HOW TO COMPLETE THIS TASK: Find all lines below containing the string "rule" and return them.

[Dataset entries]
════════════════════

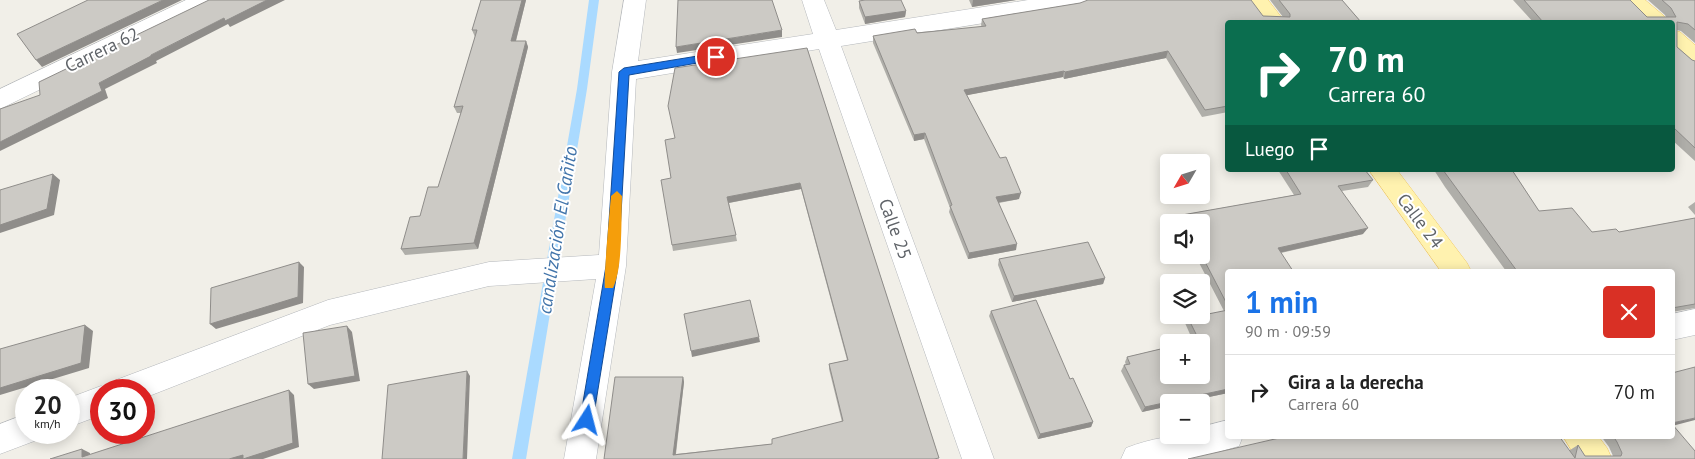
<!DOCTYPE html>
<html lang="es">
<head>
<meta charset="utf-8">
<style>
	body { margin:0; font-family:"PT Sans",sans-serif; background:#f2f2f2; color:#222; height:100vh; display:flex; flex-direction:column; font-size:19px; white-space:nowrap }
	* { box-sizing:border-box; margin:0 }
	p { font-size:16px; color:#767676 }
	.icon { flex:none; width:28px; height:28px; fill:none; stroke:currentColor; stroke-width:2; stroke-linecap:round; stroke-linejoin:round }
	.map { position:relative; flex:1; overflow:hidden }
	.panel { position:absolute; left:1225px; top:269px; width:450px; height:170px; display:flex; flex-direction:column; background:#fff; border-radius:5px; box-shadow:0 2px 12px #0003 }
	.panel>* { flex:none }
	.top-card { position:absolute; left:1225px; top:20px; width:450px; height:152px; border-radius:5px; box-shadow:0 2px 12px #0003; background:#0b6e4f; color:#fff; overflow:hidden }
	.needle { width:32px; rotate:231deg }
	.controls { position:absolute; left:1160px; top:154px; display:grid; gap:10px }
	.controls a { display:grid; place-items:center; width:50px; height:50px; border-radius:5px; background:#fff; box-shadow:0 2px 12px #0003; font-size:25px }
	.speed { position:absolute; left:15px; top:379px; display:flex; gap:10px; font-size:25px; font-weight:700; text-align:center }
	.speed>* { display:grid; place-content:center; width:65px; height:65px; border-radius:50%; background:#fff; box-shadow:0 2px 12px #0003; line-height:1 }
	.speed small { font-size:12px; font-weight:400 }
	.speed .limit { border:8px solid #d22; background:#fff; color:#111 }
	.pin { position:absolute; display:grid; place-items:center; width:42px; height:42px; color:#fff; margin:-21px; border:2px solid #fff; border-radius:50%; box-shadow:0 1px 5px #0007 }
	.me { position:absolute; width:55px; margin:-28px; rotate:9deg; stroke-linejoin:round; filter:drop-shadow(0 0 4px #0008) }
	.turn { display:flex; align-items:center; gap:18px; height:105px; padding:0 20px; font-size:22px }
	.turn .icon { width:65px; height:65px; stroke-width:2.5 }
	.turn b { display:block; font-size:35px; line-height:42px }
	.then { display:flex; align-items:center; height:48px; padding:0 20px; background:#0003; gap:10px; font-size:19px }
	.round { display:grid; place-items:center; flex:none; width:52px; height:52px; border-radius:5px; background:#f2f2f2 }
	.overview { display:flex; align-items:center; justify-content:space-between; height:85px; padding:0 20px }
	h1 { font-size:30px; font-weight:700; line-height:38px; color:#1a73e8 }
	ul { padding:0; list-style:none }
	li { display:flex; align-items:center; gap:15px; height:75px; padding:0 20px; border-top:1px solid #e0e0e0 }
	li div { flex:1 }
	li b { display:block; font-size:19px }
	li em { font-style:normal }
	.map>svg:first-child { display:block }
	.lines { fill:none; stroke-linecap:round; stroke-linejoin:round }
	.stream { fill:#aadaff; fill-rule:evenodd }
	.minor-casing { stroke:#b5b8bc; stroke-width:1 }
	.major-casing { stroke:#f2c960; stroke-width:1 }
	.minor { fill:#fff; fill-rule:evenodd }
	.major { fill:#fff2af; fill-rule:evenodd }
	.wall { fill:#afaea9 }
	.shaded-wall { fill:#8f8d8a }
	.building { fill:#cccac5; stroke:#8f8d8a }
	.route { fill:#1a73e8; stroke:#114b97 }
	.slow { fill:#f59e0b }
	.labels { text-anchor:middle; stroke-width:4; stroke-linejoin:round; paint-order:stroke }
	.street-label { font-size:18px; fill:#5f6368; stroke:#fff }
	.water-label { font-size:19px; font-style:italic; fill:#4174aa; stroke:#fff }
</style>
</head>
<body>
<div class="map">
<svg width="1695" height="459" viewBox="0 0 1695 459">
	<rect width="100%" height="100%" fill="#f1efe8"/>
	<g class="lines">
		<path class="stream" d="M589 0H599L587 89 526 459H512L577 89Z"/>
		<defs>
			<path id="minor" d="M186 0H216L213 5 0 109V89Z
				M624 0H646L638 61 813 34 802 0H824L836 30 1028 0H1089L1086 5 1078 8 841 46 994 459H962L819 49 636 79 626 266 596 459H564L596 279 489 286 330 325 144 398V390H101V415L69 427V398L101 386 112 390 116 380 328 300 489 262 599 255 612 72Z
				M1695 309V335L1672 340V314Z
				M26 414V432H40L37 440 0 454V424Z
				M1228 420V436H1243L1239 446 1194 459H1121L1126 448C1152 438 1173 435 1201 435V427Z"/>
			<path id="major" d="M1245 0H1268L1285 22H1261Z
				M1620 0H1645L1664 16 1668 22H1642Z
				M1672 30 1680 32 1695 45V68L1687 65 1672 52Z
				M1369 170H1397L1467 263 1471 271H1441Z
				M1563 436H1598L1607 448 1612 459H1577Z"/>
		</defs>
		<use href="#minor" class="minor-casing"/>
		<use href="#major" class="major-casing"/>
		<use href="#minor" class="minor"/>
		<use href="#major" class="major"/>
	</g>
	<path class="wall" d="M481 0H526L516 41H526L528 47 478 249 405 255 401 249 420 216 438 187 461 113H457L454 107 475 37 472 30Z
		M969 0H1016L972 7Z
		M1270 0H1342L1361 22H1228V112L1202 117 1166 58 1064 79 1063 77 967 95 1019 199 999 203 1016 250 968 259 949 212 950 208 924 139 914 141 873 43V36L982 27 981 25 982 19 1080 3 1263 16 1283 17Z
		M1513 0H1630L1647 17H1666L1665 15 1648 0H1695V43L1681 31 1677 30V47L1692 60 1695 61V161L1672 140V22H1533Z
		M859 1 906 11 905 17 865 24 859 8Z
		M807 48 939 458 604 459 683 377 684 382 676 454 772 444 842 422 829 369V364L847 360 801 189 729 203 737 241 673 251 672 245 671 178 675 138Z
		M1278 170H1365L1373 180 1368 187 1342 191 1363 234 1281 253 1228 271V393L1185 402H1169V406L1142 412 1121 371 1124 365H1126L1125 362 1127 357 1193 341 1185 323 1188 318 1224 311 1195 255H1201V222H1179L1178 221 1182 215 1294 195Z
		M1434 170H1512L1539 211 1592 232H1619L1695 218V308L1672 312V271H1506L1445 187Z
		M1695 202V215L1688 207Z
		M999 259 1105 278 1103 284 1012 302 998 265Z
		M991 311 1070 379 1093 422 1091 427 1038 439 989 316Z
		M1674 426 1695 459H1188L1570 450 1578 445 1585 456H1613L1609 447 1601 436H1672Z"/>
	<path class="shaded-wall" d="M163 0H182L42 67 36 60Z
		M267 0H285L230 27 228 24 156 61 157 63 105 89 108 98 0 151V142L99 83 151 55 224 18Z
		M522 0H526L514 48 511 41Z
		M973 0H1016L972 7Z
		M906 11 905 17 865 24V17Z
		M782 30V37L677 53 676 47Z
		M526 41 528 47 478 249 474 243Z
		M1168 51 1166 58 1064 79 1065 72Z
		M1064 71 1063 77 963 96 964 90Z
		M925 133 924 139 914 141V135Z
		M53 174 60 180 54 215 0 233V225Z
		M800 183 801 189 728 203 727 197Z
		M1021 193 1019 199 995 203 996 197Z
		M1368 228 1363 234 1274 254 1278 248Z
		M1017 244 1016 250 968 259 969 253Z
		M299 262 304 267 303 303 216 329 210 324Z
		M1105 278 1103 284 1012 302 1014 296Z
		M85 325 93 331 89 368 0 395V388Z
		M347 326 352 332 360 381 314 389 308 384Z
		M759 337 760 342 692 357 691 351Z
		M467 371 470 376 467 459H463Z
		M683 377 684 382 675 459 673 455Z
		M1228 389V393L1185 402H1169V406L1142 412 1145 407Z
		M289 390 294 395 299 447 263 459H229Z
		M1695 418V420L1672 426V423Z
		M1093 422 1091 427 1038 439 1040 434Z
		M82 449 90 453V459L82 457Z"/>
	<path class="building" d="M88 0H163L36 60 17 34Z
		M209 0H267L225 21 224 18 151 55V56L99 83 102 91 0 142V109L40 95 39 82Z
		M481 0H522L511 41H526L474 243 401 249 410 217 420 216 428 187H438L463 106 454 107 477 30H472Z
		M678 0H772L782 30 676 47Z
		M865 0H901L906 11 865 17 859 1Z
		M1088 0H1251L1263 16 1290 17V14L1279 0H1342L1361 22H1228V106L1205 110 1168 51 1065 72 1064 71 964 90 1000 158 1006 157 1021 193 996 197 1017 244 969 253 950 206 952 205 925 133 914 135 873 36 915 29 917 33 986 26 982 19 1080 3Z
		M1524 0H1630L1647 17H1676L1671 8 1662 0H1695V30L1688 24 1677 22V47L1692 60 1695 61V148L1674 128H1672V22H1543Z
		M807 48 939 458 934 459H604L615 377H683L673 455 772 444V439L843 421 829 364 848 360 800 183 727 197 736 235 672 245 661 180 671 178 665 140 675 138 668 106 675 68Z
		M1286 170H1365L1373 180 1338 186 1368 228 1278 248 1293 271H1228V306L1201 254V222H1185L1182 215 1301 194Z
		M1443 170H1512L1539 211 1572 208 1592 232 1616 229 1619 232 1695 218V304L1672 308V271H1517Z
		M53 174 47 209 0 225V190Z
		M1088 242 1105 278 1014 296 999 259Z
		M299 262 298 297 210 324 211 288Z
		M750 300 759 337 691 351 684 314Z
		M1036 300 1070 379 1073 378 1093 422 1040 434 991 311Z
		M1228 310V389L1145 407 1124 365 1130 364 1127 357 1169 347V375H1201V342H1187L1199 340 1188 318Z
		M85 325 81 363 0 388V349Z
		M347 326 355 376 308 384 303 333Z
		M1695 367V418L1672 423V373Z
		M467 371 463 459H382L388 385Z
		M289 390 293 443 243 459V455L229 459H50L82 449V457Z
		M1672 424 1695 451V459H1188L1288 436H1559L1575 458 1578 445 1585 456H1621L1622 453 1617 442 1613 436H1672Z"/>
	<path class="route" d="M716 53 720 54V59L629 75 618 266 593 420 591 425 587 426 582 425 580 420 606 266 619 72 624 68Z"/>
	<path class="slow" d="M617 191 622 196C621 219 623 268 613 288H605C603 283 610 208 611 196Z"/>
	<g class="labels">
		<g class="street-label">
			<text transform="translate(102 50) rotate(-26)" y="6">Carrera 62</text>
			<text transform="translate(1420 221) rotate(53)" y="6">Calle 24</text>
			<text transform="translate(895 229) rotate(70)" y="6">Calle 25</text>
		</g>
		<g class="water-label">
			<text transform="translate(557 230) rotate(-81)" y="7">canalización El Cañito</text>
		</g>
	</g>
</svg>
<div class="controls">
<a><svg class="needle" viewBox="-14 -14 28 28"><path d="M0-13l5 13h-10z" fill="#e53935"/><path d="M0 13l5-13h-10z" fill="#767676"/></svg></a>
<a><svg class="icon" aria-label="sound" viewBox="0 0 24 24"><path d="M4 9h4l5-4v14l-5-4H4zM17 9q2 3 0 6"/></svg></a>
<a><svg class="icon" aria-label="layers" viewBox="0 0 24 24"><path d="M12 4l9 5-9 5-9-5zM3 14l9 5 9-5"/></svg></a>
<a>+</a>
<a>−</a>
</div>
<div class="speed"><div>20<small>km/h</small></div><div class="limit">30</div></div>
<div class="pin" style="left:716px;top:57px;background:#d93025"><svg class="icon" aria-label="arrive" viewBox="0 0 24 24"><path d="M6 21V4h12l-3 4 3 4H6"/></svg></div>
<svg class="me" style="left:587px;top:420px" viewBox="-20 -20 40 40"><path d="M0-17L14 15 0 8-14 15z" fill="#1a73e8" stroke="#fff" stroke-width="4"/></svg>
<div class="top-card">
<div class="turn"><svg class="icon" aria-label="right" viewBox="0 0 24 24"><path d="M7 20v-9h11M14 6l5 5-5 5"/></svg><div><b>70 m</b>Carrera 60</div></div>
<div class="then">Luego<svg class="icon" aria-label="arrive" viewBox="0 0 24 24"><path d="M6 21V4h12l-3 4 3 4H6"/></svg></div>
</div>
<section class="panel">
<div class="overview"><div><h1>1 min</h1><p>90 m · 09:59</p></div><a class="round" style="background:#d93025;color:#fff"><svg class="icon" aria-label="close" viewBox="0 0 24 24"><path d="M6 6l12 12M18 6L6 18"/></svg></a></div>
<ul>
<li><svg class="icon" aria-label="right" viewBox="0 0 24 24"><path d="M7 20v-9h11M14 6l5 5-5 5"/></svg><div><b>Gira a la derecha</b><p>Carrera 60</p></div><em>70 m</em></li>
</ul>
</section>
</div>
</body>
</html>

════════════════════

RESULT OF THE EXERCISE:
	.stream { fill:#aadaff; fill-rule:evenodd }
	.minor { fill:#fff; fill-rule:evenodd }
	.major { fill:#fff2af; fill-rule:evenodd }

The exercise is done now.